Mergers and Acquisitions
Merger Success Factors
So your firm is merging with another firm. Although the union of your two companies may be challenging, following these merger success factors will help you make the most of the marriage. Ignore them and you may soon regret your decision to get hitched in the first place.
You explored your options and decided that a merger is your company's next step.
That great, but don't get too excited just yet. Mergers don't always have happy endings. In fact, sometimes a merger can be the downfall of two otherwise promising businesses.
The difference between a successful merger and a total bust often boils down to the amount of thought you've given to the company's post-merger reality. If the merger is part of a well-designed strategy, its chance of success will be high.

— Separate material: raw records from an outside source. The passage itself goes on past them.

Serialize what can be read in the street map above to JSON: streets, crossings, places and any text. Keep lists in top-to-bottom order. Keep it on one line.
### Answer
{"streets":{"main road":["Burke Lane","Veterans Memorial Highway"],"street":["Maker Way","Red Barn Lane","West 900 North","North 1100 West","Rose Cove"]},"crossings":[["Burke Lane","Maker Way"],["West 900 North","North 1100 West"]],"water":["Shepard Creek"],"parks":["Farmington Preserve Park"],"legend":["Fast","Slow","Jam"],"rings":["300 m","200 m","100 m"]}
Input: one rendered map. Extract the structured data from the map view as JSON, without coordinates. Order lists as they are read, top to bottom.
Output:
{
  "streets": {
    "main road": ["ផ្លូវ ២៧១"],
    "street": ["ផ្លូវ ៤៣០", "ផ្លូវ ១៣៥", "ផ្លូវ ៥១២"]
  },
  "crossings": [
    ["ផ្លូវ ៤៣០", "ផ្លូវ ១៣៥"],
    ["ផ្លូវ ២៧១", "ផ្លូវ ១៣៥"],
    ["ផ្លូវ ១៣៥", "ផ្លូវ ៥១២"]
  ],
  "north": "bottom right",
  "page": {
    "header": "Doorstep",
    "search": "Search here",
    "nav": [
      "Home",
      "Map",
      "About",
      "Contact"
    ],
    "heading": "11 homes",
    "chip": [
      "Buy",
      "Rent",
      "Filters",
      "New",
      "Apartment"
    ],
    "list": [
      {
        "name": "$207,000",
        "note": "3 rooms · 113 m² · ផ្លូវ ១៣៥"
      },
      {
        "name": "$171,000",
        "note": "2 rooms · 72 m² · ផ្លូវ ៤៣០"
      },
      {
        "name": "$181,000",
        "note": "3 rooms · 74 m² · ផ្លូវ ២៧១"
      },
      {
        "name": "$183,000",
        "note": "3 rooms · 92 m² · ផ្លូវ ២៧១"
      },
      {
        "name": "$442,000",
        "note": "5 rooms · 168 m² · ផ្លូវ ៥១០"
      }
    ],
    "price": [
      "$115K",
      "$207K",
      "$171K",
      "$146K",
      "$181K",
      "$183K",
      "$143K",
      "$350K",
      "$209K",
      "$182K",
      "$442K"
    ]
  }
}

If not, the post merger company will face some difficult challenges.
To keep your merger on track, here are some of the merger success factors you'll need to consider:
- Examine your motives. Successful mergers are built on a foundation of right motives. If your motivation is vanity or the desire to lead a large company, there will be a tendency to overlook warning signs that the merger may not be a viable business decision.
- Be obsessive about planning & strategy. The time you invest in planning and strategy now will pay off during the critical first months that follow the merger – even if the merger is your exit strategy. Planning clarifies everyone's role in the post-merger environment of the company and creates assurances that the consolidated business is positioned to thrive on a go-forward basis.
- Centralize operations quickly. After the merger has been finalized, don't waste any time in centralizing operations and leadership functions. The sooner employees and customers can see visible signs of consolidation, the more confident they will be in the company and its products . . . Not to mention the fact that decentralized operations are a headache you probably aren't ready to deal with at this stage of the game.
- Hire strong administrators. Early on, the newly formed company is going to require strong, results-oriented administrators. Until the new company develops its own culture and personality, employees will be tempted to fall back into the patterns and processes that were standard when there were two different companies. Eventually, these folks will adapt or disappear – but in the short term, you'll need leaders who are skilled at keeping your workforce focused on the task at hand.